President Donald Trump has dishonored America through the actions of his top armed forces cabinet officer, Secretary of Defense Pete Hegseth, who is openly denigrating Black soldiers.
“Black Americans fought to destroy a white supremacist regime overseas, while living under legalized segregation at home,” wrote Steve Schmidt, who served as an adviser to President George W. Bush, on Sunday. “Their courage exposed America’s contradiction. So did the Japanese American soldiers of the 442nd Regimental Combat Team. Their families lived behind barbed wire while they fought and died beneath the American flag.”
Yet under Hegseth, the Trump administration has worked to scrub military history of references to heroic individuals like General Benjamin O. Davis, Jr. and is denying promotions to qualified Black officers, thereby "dishonoring" the military, Schmidt argued. Hegseth has even fired people for seemingly no other reason than that they were Black, and has repeatedly implied that when Black officers only received these types of honors by denying them from more qualified white officers.
“The road from Normandy leads to Selma,” Schmidt argued. “The road from Monte Cassino leads to the Voting Rights Act. The road from the skies over Berlin leads directly to an American military where command would increasingly be earned through merit rather than inherited through race.”

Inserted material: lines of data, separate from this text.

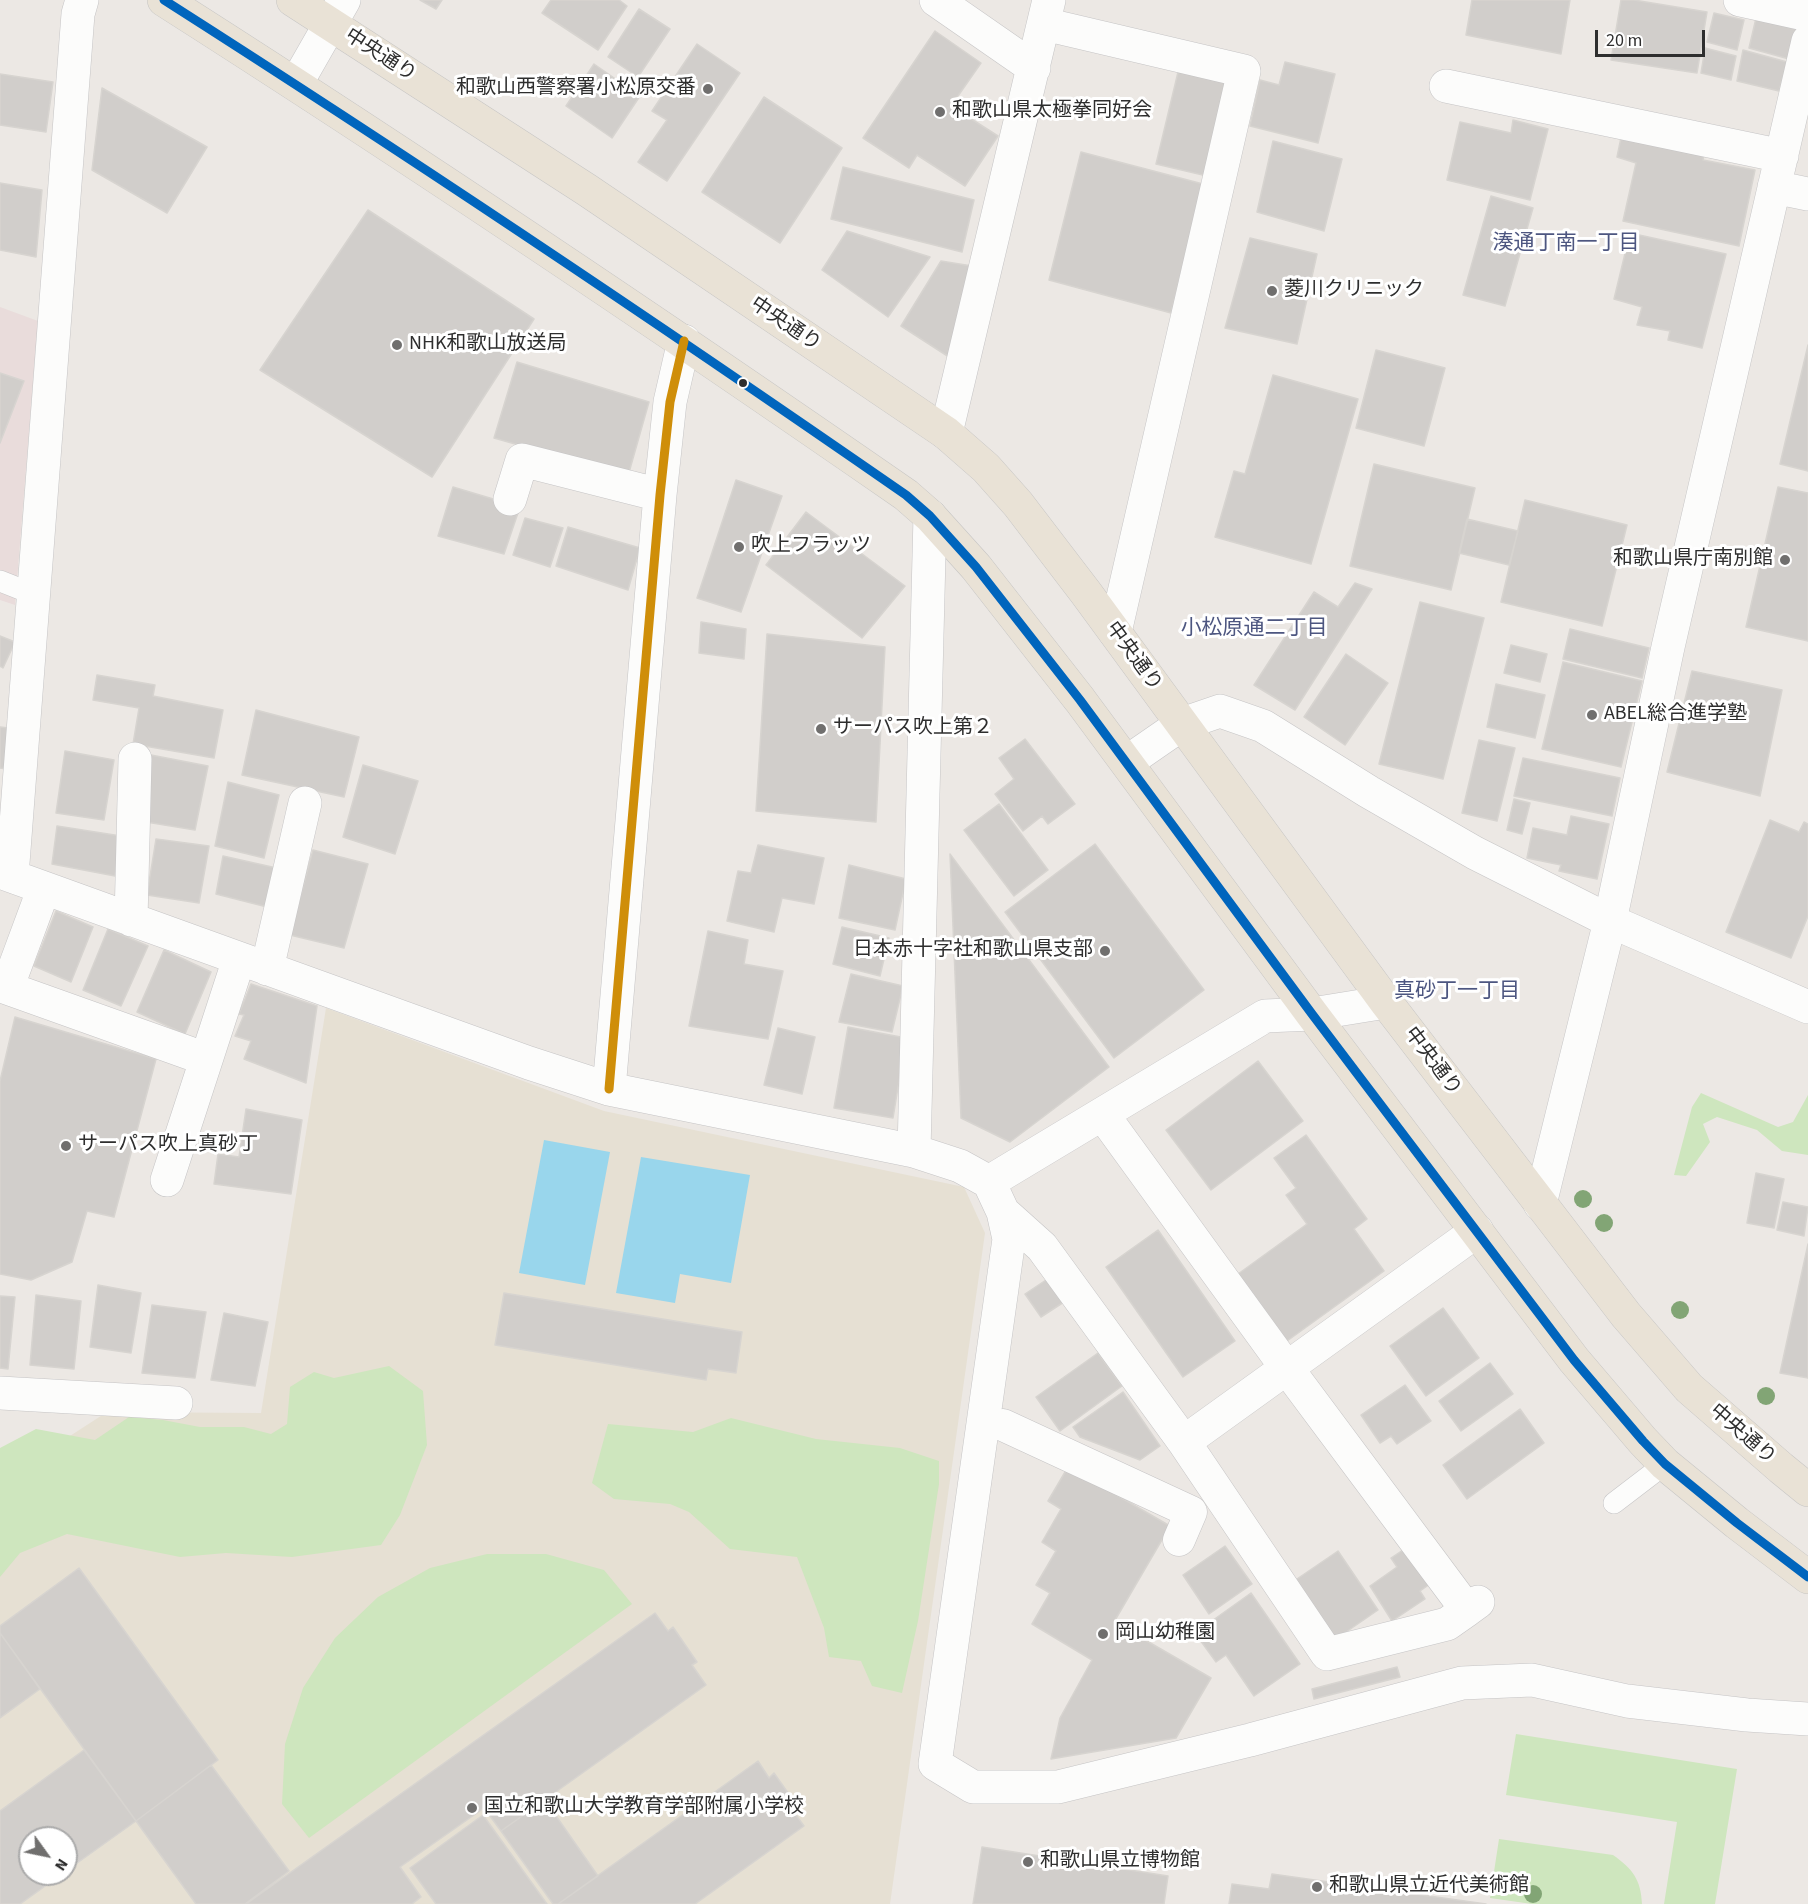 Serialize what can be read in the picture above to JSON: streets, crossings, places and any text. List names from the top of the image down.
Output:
{
  "streets": {
    "highway": ["中央通り"]
  },
  "districts": ["湊通丁南一丁目", "小松原通二丁目", "真砂丁一丁目"],
  "places": [
    "和歌山西警察署小松原交番",
    "和歌山県太極拳同好会",
    "菱川クリニック",
    "NHK和歌山放送局",
    "吹上フラッツ",
    "和歌山県庁南別館",
    "ABEL総合進学塾",
    "サーパス吹上第２",
    "日本赤十字社和歌山県支部",
    "サーパス吹上真砂丁",
    "岡山幼稚園",
    "国立和歌山大学教育学部附属小学校",
    "和歌山県立博物館",
    "和歌山県立近代美術館"
  ],
  "scale_bar": "20 m",
  "north": "bottom right"
} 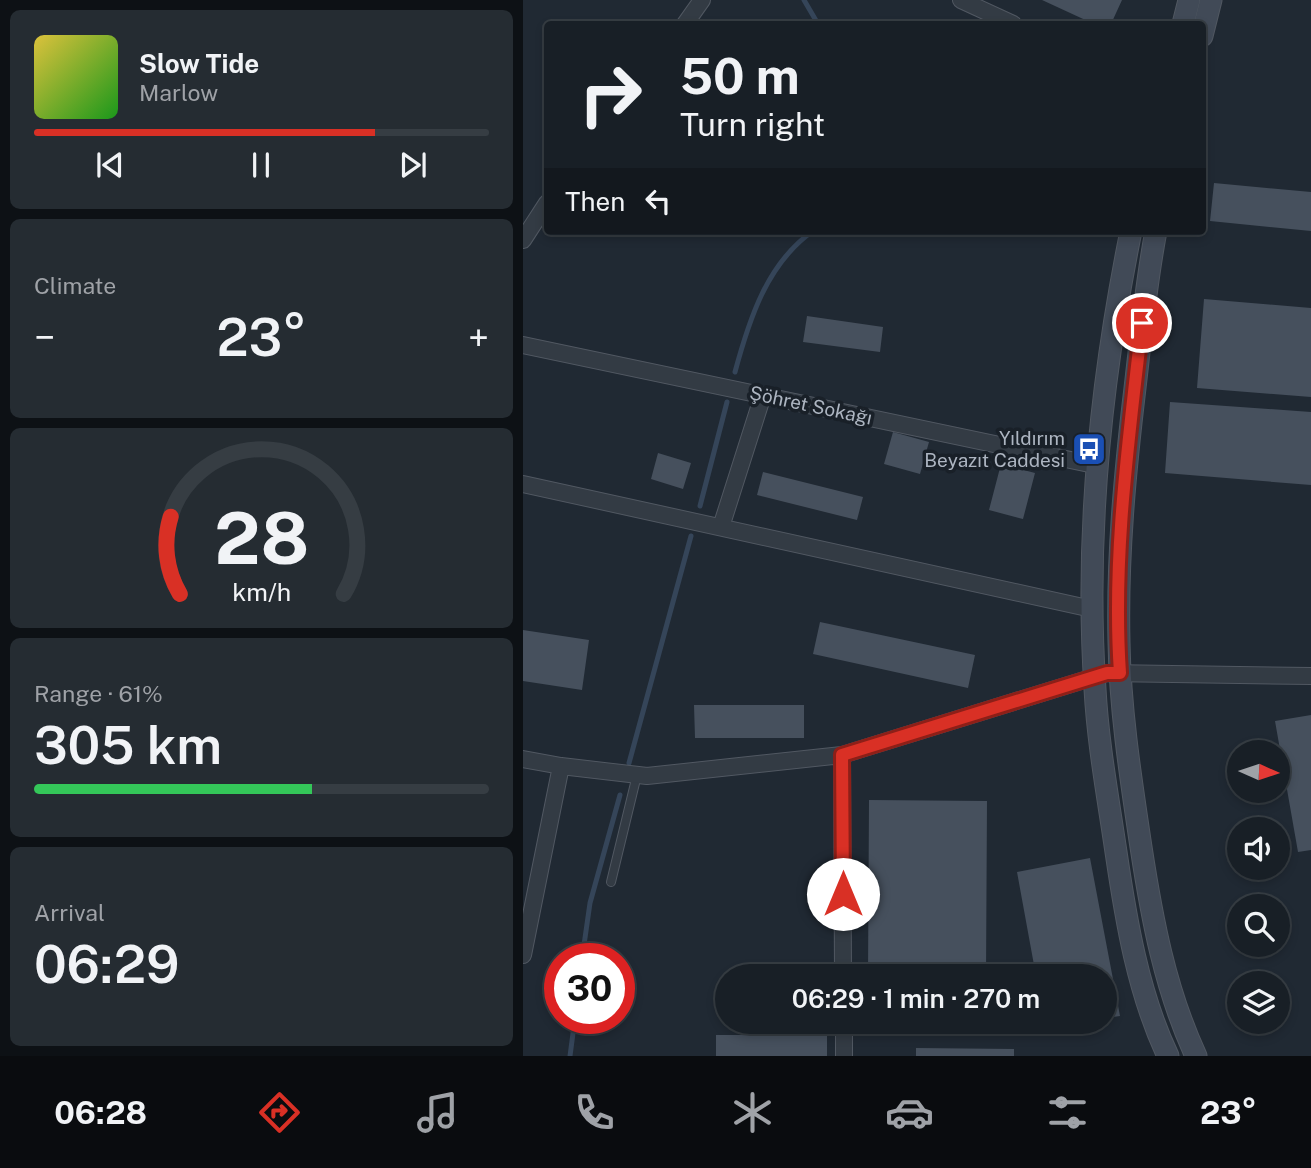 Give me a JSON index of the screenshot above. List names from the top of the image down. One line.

He continued, “That transformation didn’t weaken the United States. It made America stronger — not because diversity became a slogan — but because excellence became the standard. The greatest military in the history of mankind became greater when it finally began drawing upon the talents of the entire American people.”
Hegseth’s actions, Schmidt claimed, put this heritage “at risk.”
“When accomplished Black officers are removed, marginalized or publicly disparaged under circumstances that create the appearance that race has become a defining factor, the damage extends far beyond individual careers,” Schmidt said. “Memory is wounded. History is distorted. The sacrifices of generations of Americans are diminished. That isn’t conservatism. It’s historical vandalism.”
He continued, “The United States military has never been great because it belonged to one race. It’s been great because it belonged to the Constitution.”
In addition to being a fierce critic of Trump’s administration, Schmidt has also often set his sights on Trump himself, in particular by pointing out his physical and mental decline in his 80th year of life.
“Vice President Harry Truman was an honest man, but he deceived the country after he had his one and only visit with the 32nd President of the United States Franklin Delano Roosevelt,” Schmidt told his podcast on Wednesday. “He knew that Roosevelt was a dying man and he did die on April the 12th, 1945. He was inaugurated for the fourth and final time on January 20th. This matters because Franklin Roosevelt wasn't seen in public every day quite like Donald Trump is. The images of Roosevelt at Yalta are shocking. The war etched onto his face, old before his time, falling apart. The burden of command weighing heavily.”
He also compared Trump to the Roman emperor Nero.
“Look at his decomposition physically,” Schmidt argued. “He can barely get out of a chair. He's lost with the European leaders who are redirecting him back into the photo. Does it remind you of anyone? A previous president off-derided by Donald Trump for getting lost in similar photo ops?”
He added, “Look at Trump's hands. Look at his ankles. The swelling is obviously attributed to a coronary condition. His words slur. He falls asleep. He is poked and prodded by 22 different medical specialists like he's ET at Walter Reed Army Hospital. All of this is to say, J.D. Vance, his fascist understudy, puppet to Peter Thiel, general weirdo and lover of the couch, may soon be commander in chief. We should talk about this more.”